In an earlier post I commented that it took me a long time to realize scholarship is a social enterprise. It took me even longer to realize that this is a good thing.
Because I lean toward the inept end of the social spectrum, it is easy for me to view the social side of scholarship with suspicion. The guild can be cliquey. Some people get ahead because of who they know; some fine scholars do not get the hearing they deserve. At conferences I tend to watch for the name tags of major scholars and observe them from a distance, while others of my rank in the pecking order walk right up and engage in small talk. If I happen to know them well enough I don't hold it against them, but it is tempting to conclude that the rest of the smooth-talking crowd are simply sycophants.
Strange as it may seem, good character is not a natural by-product of the scholarly life. Left unchecked, the pressures of climbing the ladder to academic stardom are more likely to produce posturing, envy and Schadenfreude (along with a larger vocabulary). The unstated ideal of academic success, absorbed by Ph.D. students along with their comprehensive reading lists, is defined not by character, but by externals: where you work, how much you publish, and where you publish it.

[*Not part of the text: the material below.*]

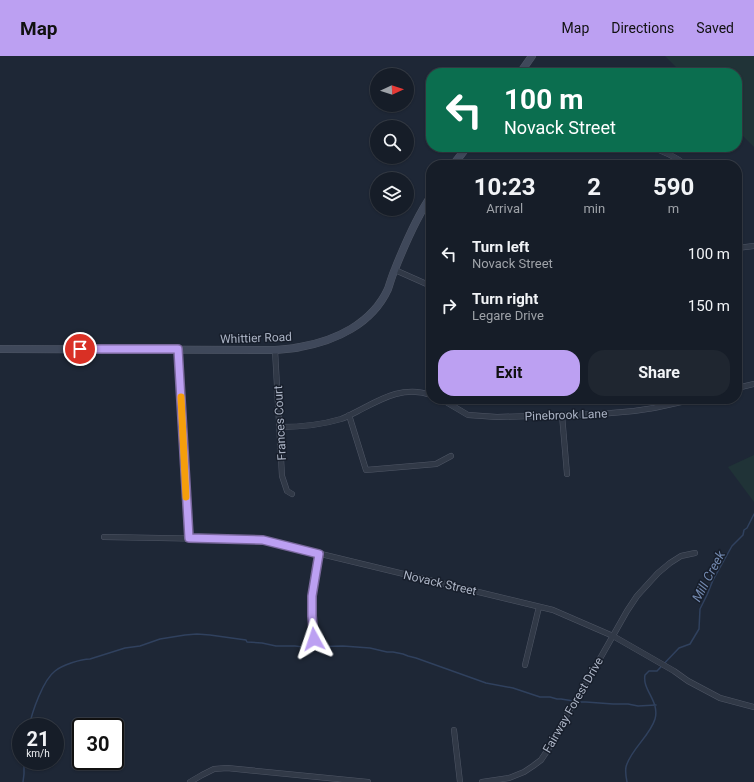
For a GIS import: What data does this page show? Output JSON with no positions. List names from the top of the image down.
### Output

So when I heard Michael Stone say that my teacher, Eileen Schuller, is "a fine scholar and a very nice woman", I was surprised (although the statement is quite true). When he made a similar comment about someone else, it dawned on me that there is something to the old cliché about being a gentleman and a scholar, and that this was an ideal to which I should aspire.
According to this ideal, good scholars network not simply because it is a necessary part of their job, but because it is a function of who they are, because they genuinely care for the "other." Good scholars are not defined by the number of their publications, but by the fact that they have something to say; and what they have to say emerges from a life of disciplined study. In the end, the important thing for "good" scholars is not academic success, but becoming more fully human. In the language of James 3:13-18, it is the difference between wisdom from above and wisdom from below. (Btw, this is not to restrict "good" scholars to a particular religious tradition: Big-name mainstream scholars I've encountered have impressed me with their humility. Maybe I'm overly sensitive, but some of their big-name evangelical counterparts have impressed me with their self-importance. Of course, my experience with both groups is not statistically significant.)
One more thing related to the reality check I mentioned in my previous post: Somewhere along the line I realized that a person's most significant impact occurs through personal contact with other people. This means that my most significant impact will occur through interaction with my students, my colleagues and others with whom I have social connections--not through the monographs I have yet to publish. Based on my own experience as a student, a professor's character often leaves more of an impression than whatever it is they say in class. There is a reason why gentleman comes before scholar.